COMMISSION DES NORMES COMPTABLES

Avis CNC 107/4 - Provision pour les indemnités à payer au personnel en cas de fermeture de l'entreprise

La Commission a été interrogée sur la question de savoir si une entreprise pouvait constituer une provision pour les frais de personnel et autres charges sociales qu'elle serait obligée de supporter au cas où elle mettrait fin à l'ensemble ou une partie substantielle de ses activités, ce qui aurait pour effet, d'entraîner le licenciement de la totalité ou d'une fraction importante de son personnel.

La réponse à cette question doit s'inspirer des principes généraux de l'arrêté du 8 octobre 1976 en matière de constitution de provisions pour risques et charges, ainsi que de l'article 40, alinéa 2 du même arrêté. A cet égard, il est important de distinguer selon que la décision de cessation a déjà été prise ou est imminente, ou qu'il s'agit d'une simple éventualité qu'aucun élément objectif ne rend probable.

Aussi longtemps que l'organe compétent n'a pas décidé la cessation des activités ou d'une fraction importante des activités ou aussi longtemps qu'une telle décision n'est pas probable, il n'est pas loisible à une entreprise de constituer une provision relative aux charges qui lui incomberaient en une telle occurrence.
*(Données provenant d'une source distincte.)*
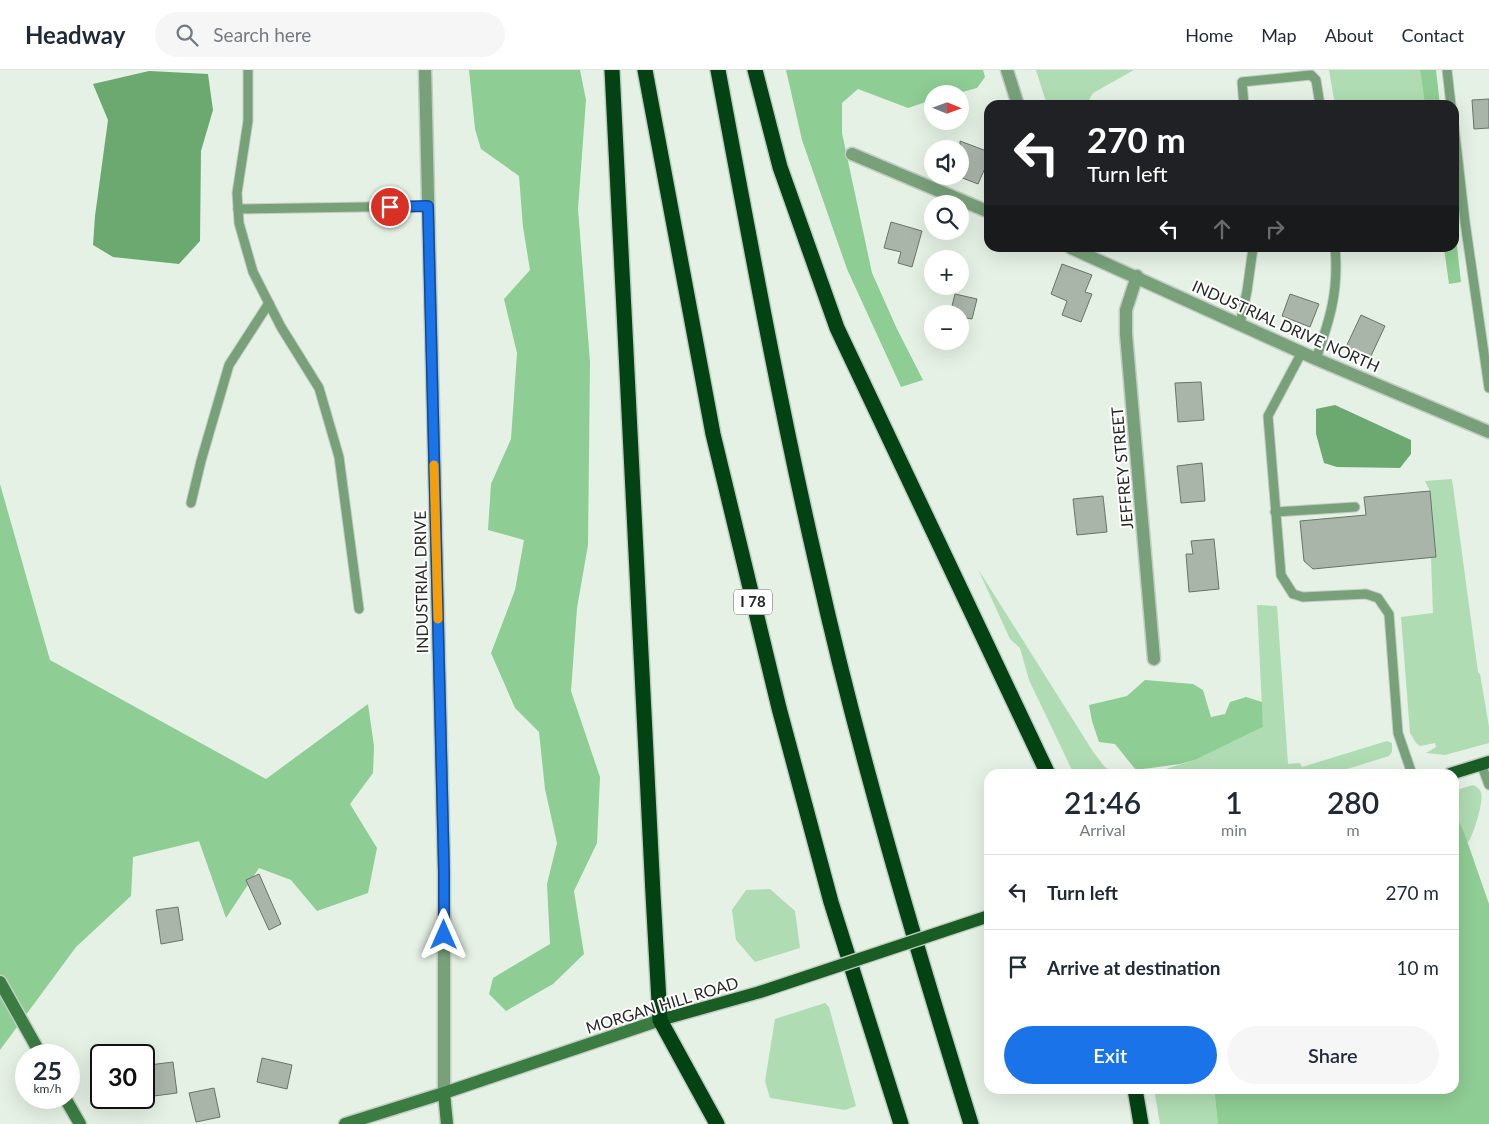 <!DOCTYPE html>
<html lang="en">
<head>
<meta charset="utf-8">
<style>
  body { margin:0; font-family:Lato,sans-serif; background:#f6f6f7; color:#1f2937; height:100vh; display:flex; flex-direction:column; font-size:19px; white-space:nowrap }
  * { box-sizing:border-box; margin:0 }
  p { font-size:16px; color:#747a83 }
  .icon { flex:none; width:28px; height:28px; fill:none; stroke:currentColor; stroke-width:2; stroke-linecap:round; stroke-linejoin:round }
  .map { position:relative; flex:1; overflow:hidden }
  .panel { position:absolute; left:984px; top:699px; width:475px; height:325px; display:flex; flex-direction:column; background:#fff; border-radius:15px; box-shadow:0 5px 20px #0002 }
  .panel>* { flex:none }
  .top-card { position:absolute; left:984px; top:30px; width:475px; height:152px; border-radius:15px; box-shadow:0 5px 20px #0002; background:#202124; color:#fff; overflow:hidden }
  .needle { width:32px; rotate:91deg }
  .controls { position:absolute; left:924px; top:15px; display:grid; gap:10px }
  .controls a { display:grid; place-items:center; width:45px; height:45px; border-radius:50%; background:#fff; box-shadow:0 5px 20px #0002; font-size:25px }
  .speed { position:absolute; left:15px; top:974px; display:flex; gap:10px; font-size:25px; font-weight:700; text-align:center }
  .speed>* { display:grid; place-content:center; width:65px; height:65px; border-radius:50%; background:#fff; box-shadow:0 5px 20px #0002; line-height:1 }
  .speed small { font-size:12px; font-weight:400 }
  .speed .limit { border:2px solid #111; border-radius:8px; background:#fff; color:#111 }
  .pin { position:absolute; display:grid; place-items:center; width:42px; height:42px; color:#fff; margin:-21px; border:2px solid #fff; border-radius:50%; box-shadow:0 1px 5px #0007 }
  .me { position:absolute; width:55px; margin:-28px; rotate:0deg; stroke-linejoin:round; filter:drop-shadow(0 0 4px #0008) }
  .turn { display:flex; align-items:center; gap:18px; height:105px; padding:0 20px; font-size:22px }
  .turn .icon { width:65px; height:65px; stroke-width:2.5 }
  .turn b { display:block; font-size:35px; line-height:42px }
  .lanes { display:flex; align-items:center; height:48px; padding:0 20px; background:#0003; justify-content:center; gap:25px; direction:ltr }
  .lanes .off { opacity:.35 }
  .eta { display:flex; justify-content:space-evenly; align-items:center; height:85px; text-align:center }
  .eta b { font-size:30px; font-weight:600; line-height:35px }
  .action { display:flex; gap:10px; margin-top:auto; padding:10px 20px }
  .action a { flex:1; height:58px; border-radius:30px; background:#1a73e8; color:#fff; font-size:20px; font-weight:600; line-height:58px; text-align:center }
  .action a+a { background:#f6f6f7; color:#1f2937 }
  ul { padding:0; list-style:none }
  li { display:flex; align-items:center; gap:15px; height:75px; padding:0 20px; border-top:1px solid #e0e1e3 }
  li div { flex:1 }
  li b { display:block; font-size:19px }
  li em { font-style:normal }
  header { display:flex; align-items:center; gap:30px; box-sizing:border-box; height:70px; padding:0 25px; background:#fff; border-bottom:1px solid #e0e1e3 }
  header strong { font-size:24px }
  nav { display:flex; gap:28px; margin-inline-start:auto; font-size:18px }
  .search { width:350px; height:45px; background:#f6f6f7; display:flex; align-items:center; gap:12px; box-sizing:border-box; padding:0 18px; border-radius:28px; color:#747a83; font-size:19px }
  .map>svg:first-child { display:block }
  .green { fill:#afdcb2 }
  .forest { fill:#8ecd93 }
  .water { fill:#6ca971 }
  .building { fill:#aab5aa; stroke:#697469 }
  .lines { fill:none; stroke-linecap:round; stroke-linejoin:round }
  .lane-casing { stroke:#c2cdc2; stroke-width:11 }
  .street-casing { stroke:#c2cdc2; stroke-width:15 }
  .secondary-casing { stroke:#c2cdc2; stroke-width:15 }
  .primary-casing { stroke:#c2cdc2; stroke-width:15 }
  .highway-casing { stroke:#c2cdc2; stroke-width:18 }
  .lane { stroke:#78a17a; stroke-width:9 }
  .street { stroke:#78a17a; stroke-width:12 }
  .secondary { stroke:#3a7c42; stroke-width:12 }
  .primary { stroke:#195d25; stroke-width:12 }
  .highway { stroke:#034212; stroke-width:15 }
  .primary-bridge-casing { stroke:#c2cdc2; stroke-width:15; stroke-linecap:butt }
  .primary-bridge { stroke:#195d25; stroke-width:12 }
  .route-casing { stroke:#114b97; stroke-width:12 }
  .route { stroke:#1a73e8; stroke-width:9 }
  .slow { stroke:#f59e0b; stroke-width:9 }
  .labels { text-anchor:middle; stroke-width:4; stroke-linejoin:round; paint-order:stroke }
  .shield { fill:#fff; stroke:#666866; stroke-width:1 }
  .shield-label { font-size:15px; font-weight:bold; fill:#242824 }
  .street-label { font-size:16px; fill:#242824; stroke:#fff }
</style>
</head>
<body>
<header>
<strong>Headway</strong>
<div class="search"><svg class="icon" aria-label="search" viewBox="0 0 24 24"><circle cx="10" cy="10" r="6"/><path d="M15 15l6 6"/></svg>Search here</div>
<nav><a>Home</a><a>Map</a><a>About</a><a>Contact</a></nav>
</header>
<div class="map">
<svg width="1489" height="1054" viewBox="0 0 1489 1054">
  <rect width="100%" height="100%" fill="#e5f1e5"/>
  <!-- green -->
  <g class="green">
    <polygon points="1036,0 1134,0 1093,23 1086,35 1047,35"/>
    <polygon points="1329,0 1420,0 1425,35 1335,35"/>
    <polygon points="1452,409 1478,602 1480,604 1489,657 1489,673 1445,685 1426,683 1436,677 1435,673 1420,676 1416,673 1410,663 1401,547 1433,543 1431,488 1436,487 1430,421 1425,411"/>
    <polygon points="978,499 1092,680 1104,696 1114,704 1075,704 1071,698 1029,610 1020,578 1010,569"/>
    <polygon points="1257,535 1277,536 1288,694 1300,693 1302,697 1387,671 1392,673 1392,682 1389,686 1331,704 1149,704 1195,690 1263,657"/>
    <path d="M1473,715C1477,717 1480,719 1481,723C1484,732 1473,765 1468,773L1454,741V721Z"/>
    <polygon points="770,819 795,841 800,878 755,892 736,870 732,840 746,820"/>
    <polygon points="825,933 829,937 856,1036 845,1040 770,1028 765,1011 775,949"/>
    <polygon points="1154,1019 1214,1019 1218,1054 1160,1054"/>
  </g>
  <!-- forest -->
  <g class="forest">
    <polygon points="469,0 580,0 586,30 578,139 590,292 588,475 577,538 571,621 600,707 597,773 574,821 584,884 553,914 506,941 489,924 493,908 550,874 547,814 557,773 545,719 539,662 515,638 491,583 515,520 524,470 488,460 491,414 511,369 517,283 504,229 530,200 523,157 519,106 481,79 475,59"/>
    <polygon points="786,0 983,0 985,7 977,18 955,24 932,24 932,30 908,38 858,19 842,33 842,63 872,203 897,259 923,310 901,317 847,199 802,70"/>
    <polygon points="1420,0 1436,0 1440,35 1425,35"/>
    <polygon points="1454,150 1461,212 1449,214 1444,178 1454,178"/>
    <polygon points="0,414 50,590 266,709 368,634 374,676 373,703 350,734 377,778 368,823 317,841 291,810 259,798 226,848 199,771 133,787 131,826 76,877 0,980"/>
    <polygon points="1145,610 1193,614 1203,620 1211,647 1225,644 1230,632 1246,627 1262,632 1263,657 1195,690 1180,694 1136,700 1115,674 1099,672 1092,651 1089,635 1127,626"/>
    <polygon points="1454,741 1465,765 1489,834 1489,1054 1218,1054 1214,1019 1454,1019"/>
  </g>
  <!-- water -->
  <g class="water">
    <polygon points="149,1 208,4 213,40 201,81 200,171 179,194 113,187 93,175 95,146 108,50 93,14"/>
    <polygon points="1335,335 1411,370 1411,384 1400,398 1337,397 1324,393 1316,364 1316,339"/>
  </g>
  <!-- building -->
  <g class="building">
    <polygon points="1489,29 1489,58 1474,59 1472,30"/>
    <polygon points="960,71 989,82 989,89 978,114 960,107"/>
    <polygon points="891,152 922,161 912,197 898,193 901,182 884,178"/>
    <polygon points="1062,194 1092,205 1085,222 1092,224 1081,252 1062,245 1067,231 1051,224"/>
    <polygon points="955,224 977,229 972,249 960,247 960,244 950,244"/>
    <polygon points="1290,224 1319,234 1310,257 1282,246"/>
    <polygon points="1361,245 1385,256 1370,288 1346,277"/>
    <polygon points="1201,312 1204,350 1178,352 1175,313"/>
    <polygon points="1202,393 1205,431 1181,433 1177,396"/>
    <polygon points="1430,421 1436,487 1313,499 1304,491 1300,451 1366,445 1364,427"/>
    <polygon points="1103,426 1107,462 1077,465 1073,429"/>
    <polygon points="1214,469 1219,519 1189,522 1186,484 1193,484 1191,471"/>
    <polygon points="259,804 281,854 269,860 246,810"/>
    <polygon points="178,837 183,870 161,874 156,840"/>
    <polygon points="262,988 292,995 287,1019 257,1012"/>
    <polygon points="173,992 177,1023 154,1026 149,995"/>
    <polygon points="214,1018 220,1047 196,1052 189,1023"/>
  </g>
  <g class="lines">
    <!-- lane casing -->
    <g class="lane-casing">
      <g id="lane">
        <polyline points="248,0 248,51 237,123 239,153 253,202 281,257 319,318 339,387 359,539"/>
        <polyline points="1447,0 1451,35"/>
        <polyline points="1244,35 1242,12 1311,5 1316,10 1320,35"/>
        <polyline points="1454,56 1465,152 1489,318"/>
        <polyline points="238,139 428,136"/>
        <polyline points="1240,254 1247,221 1253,178"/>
        <polyline points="1302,282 1268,346 1281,505 1293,524 1303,527 1366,524 1378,528 1389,544 1398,663 1412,704"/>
        <path d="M1316,289C1330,249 1339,221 1335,178"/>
        <polyline points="191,433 201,391 229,295 269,233"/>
        <polyline points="1275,442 1355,437"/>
        <polyline points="1481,694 1489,715"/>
      </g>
    </g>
    <!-- street casing -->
    <g class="street-casing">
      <g id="street">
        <polyline points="425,0 444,802 444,1023"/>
        <polyline points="1007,0 1018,35"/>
        <polyline points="852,84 989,142"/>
        <polyline points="1071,178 1316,289 1489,362"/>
        <polyline points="1137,206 1126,240 1126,264 1154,589"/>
      </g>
    </g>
    <!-- secondary casing -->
    <g class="secondary-casing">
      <g id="secondary">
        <polyline points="0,912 41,985"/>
        <polyline points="444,1023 447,1054"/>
        <polyline points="65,1028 80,1054"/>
        <polyline points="345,1054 444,1023 660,950"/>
      </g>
    </g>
    <!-- primary casing -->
    <g class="primary-casing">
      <g id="primary">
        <polyline points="1450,704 1489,692"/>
        <polyline points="660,950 760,922"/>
      </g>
    </g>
    <!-- highway casing -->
    <g class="highway-casing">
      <g id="highway">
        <polyline points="612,0 653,824 660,950 717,1054"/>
        <polyline points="645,0 713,364 779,638 831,832 901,1054"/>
        <path d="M718,0C749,166 779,333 817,497C859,685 914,870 971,1054"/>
        <polyline points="755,0 780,97 837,258 1048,704"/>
        <polyline points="1135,1019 1141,1054"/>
      </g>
    </g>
    <!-- lane -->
    <use href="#lane" class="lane"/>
    <!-- street -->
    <use href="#street" class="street"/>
    <!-- secondary -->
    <use href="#secondary" class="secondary"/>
    <!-- primary -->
    <use href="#primary" class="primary"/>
    <!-- highway -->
    <use href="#highway" class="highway"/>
    <!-- primary-bridge casing -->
    <g class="primary-bridge-casing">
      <polyline id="primary-bridge" points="760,922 989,846"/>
    </g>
    <!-- primary-bridge -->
    <use href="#primary-bridge" class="primary-bridge"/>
  </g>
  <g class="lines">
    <!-- route casing -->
    <g class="route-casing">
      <polyline id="route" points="390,137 428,136 444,802 444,865"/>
    </g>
    <!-- route -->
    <use href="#route" class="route"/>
    <!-- slow -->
    <polyline class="slow" points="434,395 438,549"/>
  </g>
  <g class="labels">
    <!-- shield labels -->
    <rect class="shield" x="734" y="519.5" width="38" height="25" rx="4"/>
    <g class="shield-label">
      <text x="753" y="537">I 78</text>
    </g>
    <!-- street labels -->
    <g class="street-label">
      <text transform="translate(1286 256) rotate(24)" y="6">INDUSTRIAL DRIVE NORTH</text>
      <text transform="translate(1122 398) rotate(-95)" y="6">JEFFREY STREET</text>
      <text transform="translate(421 512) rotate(-91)" y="6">INDUSTRIAL DRIVE</text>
      <text transform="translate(662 935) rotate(-17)" y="6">MORGAN HILL ROAD</text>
    </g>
  </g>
</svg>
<div class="controls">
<a><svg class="needle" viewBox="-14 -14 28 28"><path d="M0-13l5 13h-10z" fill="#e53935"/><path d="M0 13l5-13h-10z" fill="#747a83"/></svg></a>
<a><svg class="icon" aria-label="sound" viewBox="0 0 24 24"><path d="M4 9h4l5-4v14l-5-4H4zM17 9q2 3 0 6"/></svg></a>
<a><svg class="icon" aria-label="search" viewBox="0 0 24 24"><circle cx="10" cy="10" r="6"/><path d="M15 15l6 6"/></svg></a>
<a>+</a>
<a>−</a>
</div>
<div class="speed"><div>25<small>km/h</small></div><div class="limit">30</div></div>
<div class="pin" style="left:390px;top:137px;background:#d93025"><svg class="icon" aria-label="arrive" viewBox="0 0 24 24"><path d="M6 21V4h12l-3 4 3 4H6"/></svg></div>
<svg class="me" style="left:444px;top:865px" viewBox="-20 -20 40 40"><path d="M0-17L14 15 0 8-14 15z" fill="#1a73e8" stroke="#fff" stroke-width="4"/></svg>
<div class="top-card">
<div class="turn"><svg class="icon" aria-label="left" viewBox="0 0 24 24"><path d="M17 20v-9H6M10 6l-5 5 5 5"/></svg><div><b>270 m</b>Turn left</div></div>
<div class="lanes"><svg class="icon" aria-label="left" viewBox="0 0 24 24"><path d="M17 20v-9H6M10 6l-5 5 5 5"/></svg><svg class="icon off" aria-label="ahead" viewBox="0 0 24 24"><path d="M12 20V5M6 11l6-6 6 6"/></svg><svg class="icon off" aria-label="right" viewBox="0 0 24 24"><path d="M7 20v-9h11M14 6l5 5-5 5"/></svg></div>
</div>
<section class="panel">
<div class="eta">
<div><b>21:46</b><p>Arrival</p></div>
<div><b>1</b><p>min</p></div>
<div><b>280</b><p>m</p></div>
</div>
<ul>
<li><svg class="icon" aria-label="left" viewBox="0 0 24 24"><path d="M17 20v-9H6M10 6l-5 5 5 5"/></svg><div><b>Turn left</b></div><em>270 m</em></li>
<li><svg class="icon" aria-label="arrive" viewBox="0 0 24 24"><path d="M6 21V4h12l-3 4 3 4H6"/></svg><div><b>Arrive at destination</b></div><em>10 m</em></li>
</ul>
<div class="action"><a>Exit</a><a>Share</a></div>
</section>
</div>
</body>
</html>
L'arrêté dispose, en effet, que les provisions pour risques et charges ont pour objet de couvrir des pertes ou charges nettement circonscrites quant à leur nature, mais qui, à la date de clôture de l'exercice, sont ou probables ou certaines, mais dont le montant ne peut être qu'estimé. Il résulte de cette disposition que les simples éventualités ne peuvent motiver la constitution d'une provision. A l'instar des risques généraux, elles ne peuvent être rencontrées que par la création de réserves.

Par contre, dès lors que la décision de fermeture a été prise ou est imminente, la constitution d'une provision, notamment en vue de la couverture des charges sociales à supporter à la suite du licenciement de personnel est non seulement autorisée, mais elle s'impose. Cette obligation découle de l'article 40 de l'arrêté qui dispose d'une façon explicite qu'en cas de liquidation d'une branche d'activité ou de l'ensemble de l'entreprise, une provision doit être formée pour faire face au coût des indemnités à verser au personnel et aux autres charges inhérentes à la liquidation.

Dans cette dernière hypothèse, il s'impose, par ailleurs, d'adapter les règles d'évaluation appliquées aux éléments de l'actif et du passif dans les comptes annuels, vu qu'en l'espèce un des principes fondamentaux qui président à l'évaluation dans les comptes annuels ne s'applique plus, à savoir la présomption que l'entreprise poursuivra son activité (le principe dit du going-concern).